Data excerpts
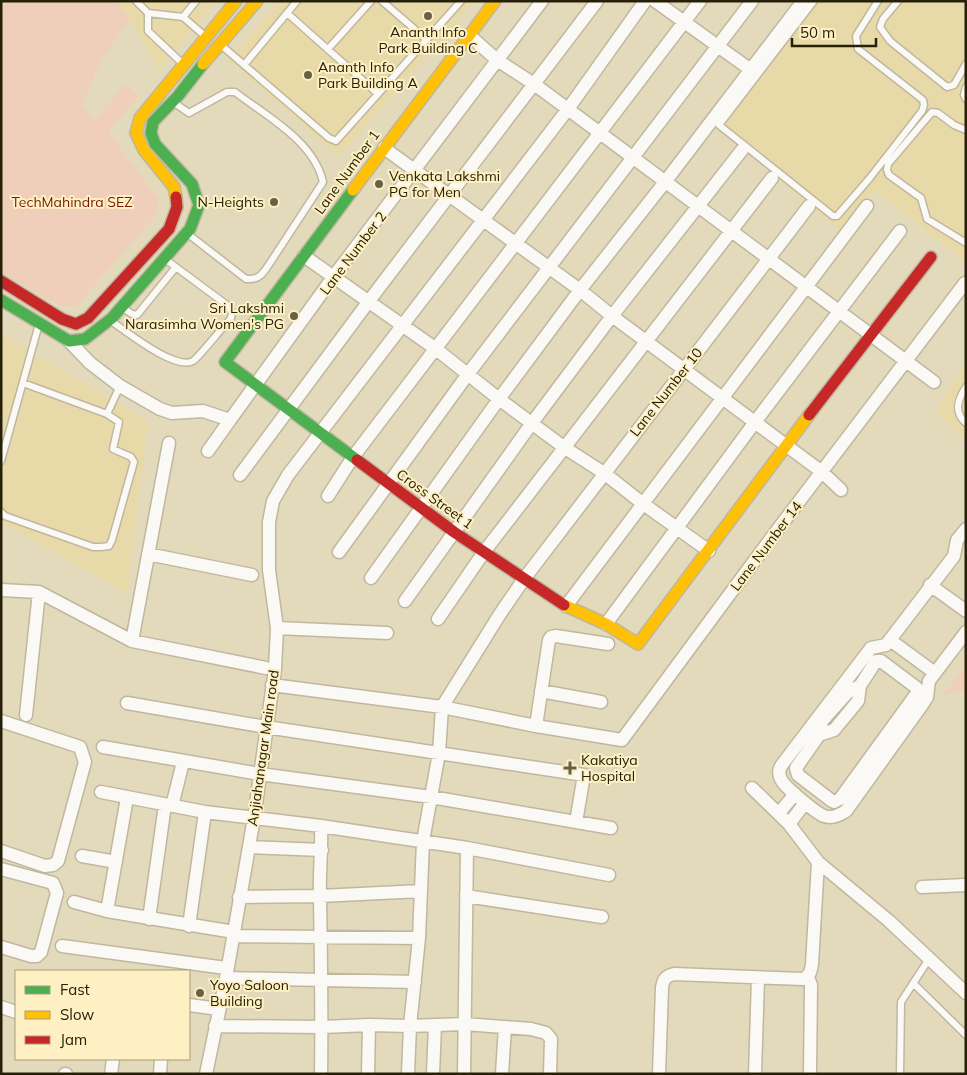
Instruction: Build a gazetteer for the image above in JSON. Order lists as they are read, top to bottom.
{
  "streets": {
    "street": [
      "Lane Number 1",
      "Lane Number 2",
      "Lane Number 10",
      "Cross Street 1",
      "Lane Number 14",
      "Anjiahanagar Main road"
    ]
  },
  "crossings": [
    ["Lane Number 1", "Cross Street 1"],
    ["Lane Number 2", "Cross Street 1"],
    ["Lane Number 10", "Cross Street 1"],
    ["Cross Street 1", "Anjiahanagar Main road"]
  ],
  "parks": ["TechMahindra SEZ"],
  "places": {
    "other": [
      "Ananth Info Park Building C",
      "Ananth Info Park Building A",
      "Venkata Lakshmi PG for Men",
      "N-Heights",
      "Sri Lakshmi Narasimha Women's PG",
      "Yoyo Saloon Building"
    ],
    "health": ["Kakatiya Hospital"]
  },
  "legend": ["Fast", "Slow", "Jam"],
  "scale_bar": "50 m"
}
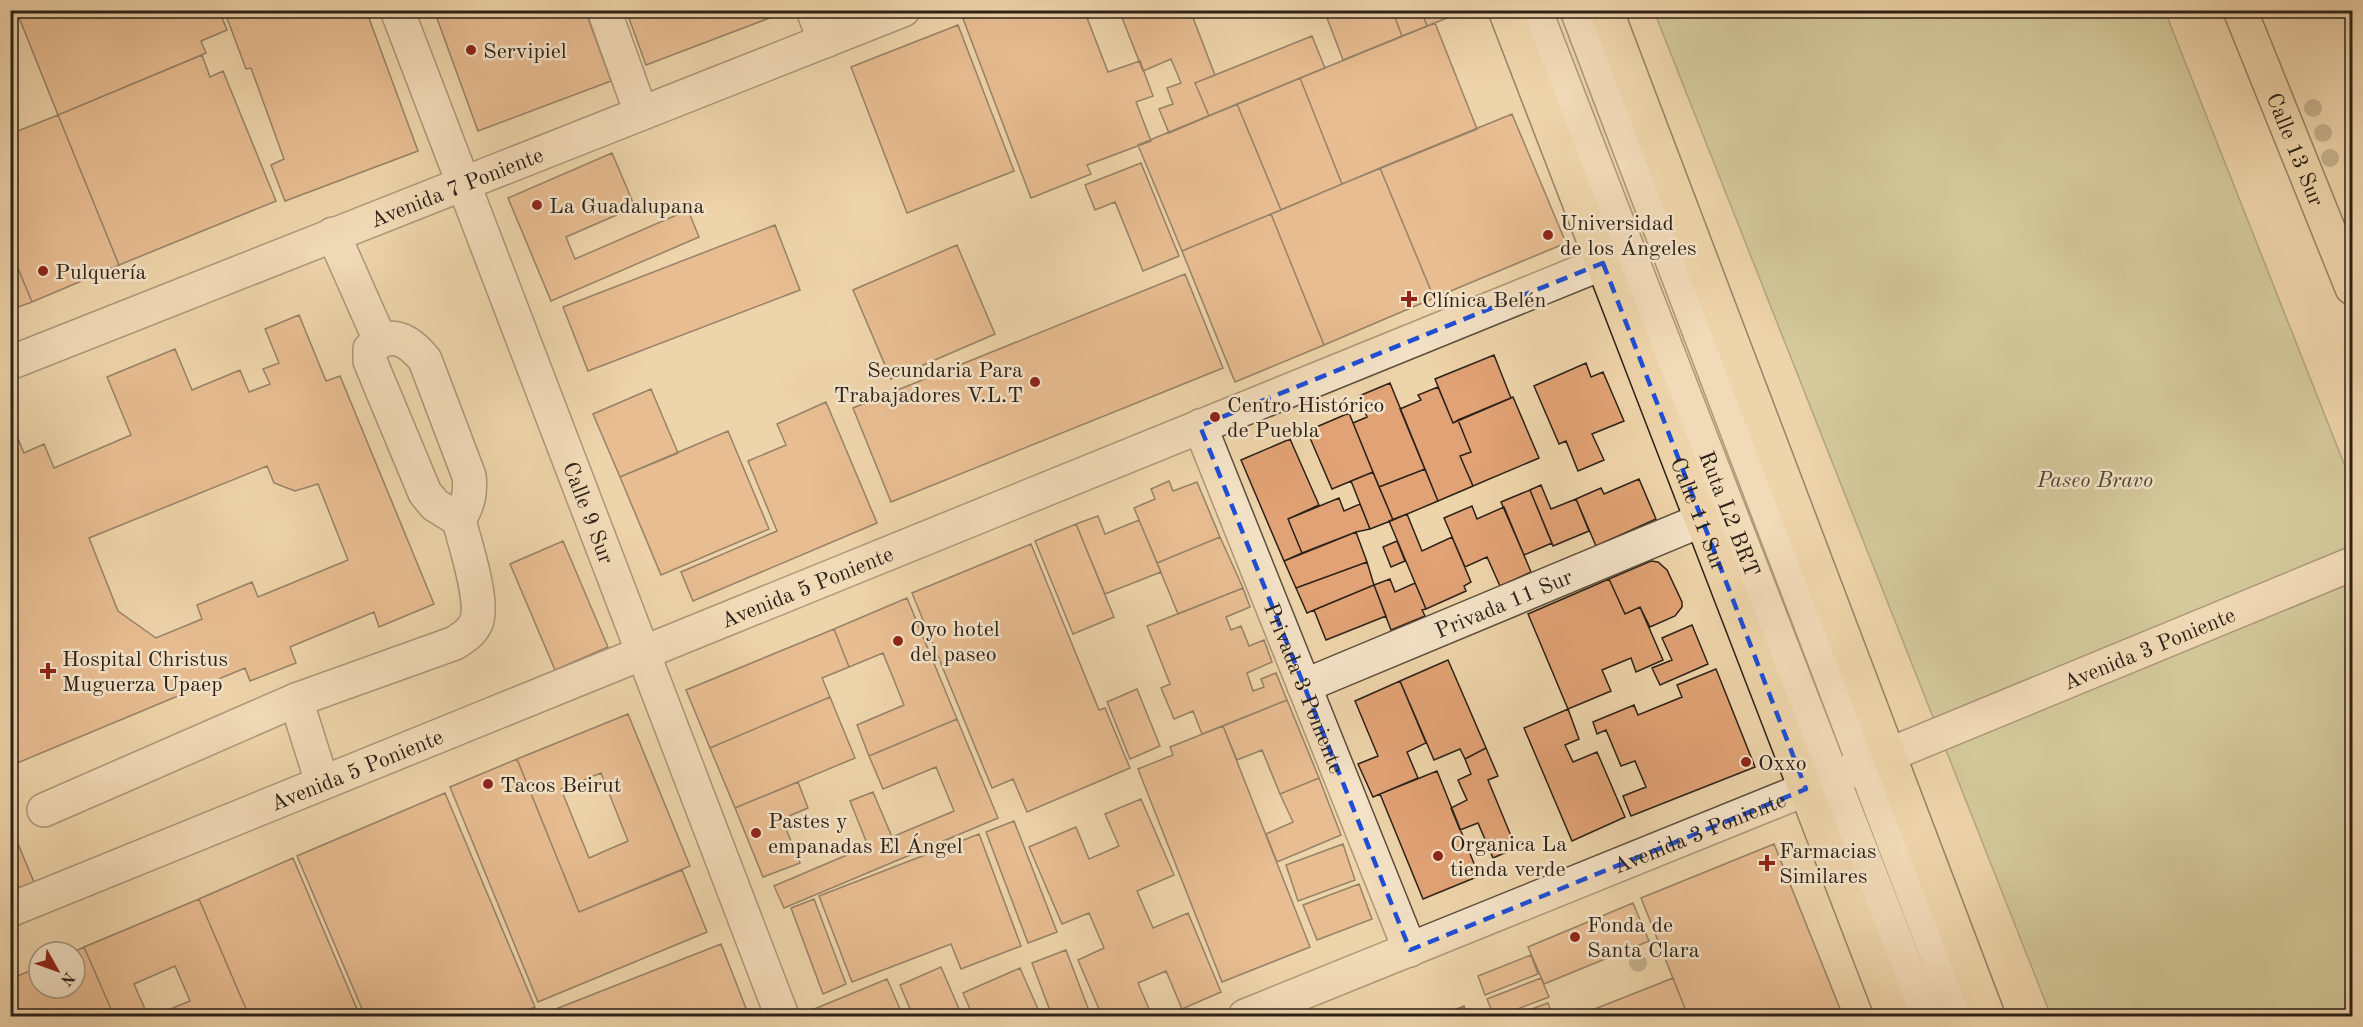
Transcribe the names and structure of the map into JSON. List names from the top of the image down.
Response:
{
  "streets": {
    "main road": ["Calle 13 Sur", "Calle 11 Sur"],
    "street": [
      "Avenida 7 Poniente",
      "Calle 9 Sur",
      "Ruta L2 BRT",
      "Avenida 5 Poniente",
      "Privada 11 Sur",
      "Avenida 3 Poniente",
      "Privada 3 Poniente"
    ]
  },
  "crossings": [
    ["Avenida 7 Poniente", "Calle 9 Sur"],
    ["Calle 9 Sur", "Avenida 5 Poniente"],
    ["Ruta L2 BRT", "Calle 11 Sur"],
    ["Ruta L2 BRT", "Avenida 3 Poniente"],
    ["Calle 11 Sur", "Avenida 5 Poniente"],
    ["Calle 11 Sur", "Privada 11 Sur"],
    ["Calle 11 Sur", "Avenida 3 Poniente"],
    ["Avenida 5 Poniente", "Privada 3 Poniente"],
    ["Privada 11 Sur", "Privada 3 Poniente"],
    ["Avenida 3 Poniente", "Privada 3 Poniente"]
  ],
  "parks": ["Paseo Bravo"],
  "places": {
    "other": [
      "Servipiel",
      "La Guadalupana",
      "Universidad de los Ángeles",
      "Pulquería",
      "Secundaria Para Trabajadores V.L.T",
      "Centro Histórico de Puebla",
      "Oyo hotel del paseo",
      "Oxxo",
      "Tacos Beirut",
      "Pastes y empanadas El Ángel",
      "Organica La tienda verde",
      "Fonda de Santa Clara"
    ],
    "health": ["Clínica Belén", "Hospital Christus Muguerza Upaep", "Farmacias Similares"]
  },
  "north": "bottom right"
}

Exercise description
Write out nothing but the lines from the start of the data through the line with "Transcribe the names". Leave out the pictures.

Output below
Instruction: Build a gazetteer for the image above in JSON. Order lists as they are read, top to bottom.
{
  "streets": {
    "street": [
      "Lane Number 1",
      "Lane Number 2",
      "Lane Number 10",
      "Cross Street 1",
      "Lane Number 14",
      "Anjiahanagar Main road"
    ]
  },
  "crossings": [
    ["Lane Number 1", "Cross Street 1"],
    ["Lane Number 2", "Cross Street 1"],
    ["Lane Number 10", "Cross Street 1"],
    ["Cross Street 1", "Anjiahanagar Main road"]
  ],
  "parks": ["TechMahindra SEZ"],
  "places": {
    "other": [
      "Ananth Info Park Building C",
      "Ananth Info Park Building A",
      "Venkata Lakshmi PG for Men",
      "N-Heights",
      "Sri Lakshmi Narasimha Women's PG",
      "Yoyo Saloon Building"
    ],
    "health": ["Kakatiya Hospital"]
  },
  "legend": ["Fast", "Slow", "Jam"],
  "scale_bar": "50 m"
}
Transcribe the names and structure of the map into JSON. List names from the top of the image down.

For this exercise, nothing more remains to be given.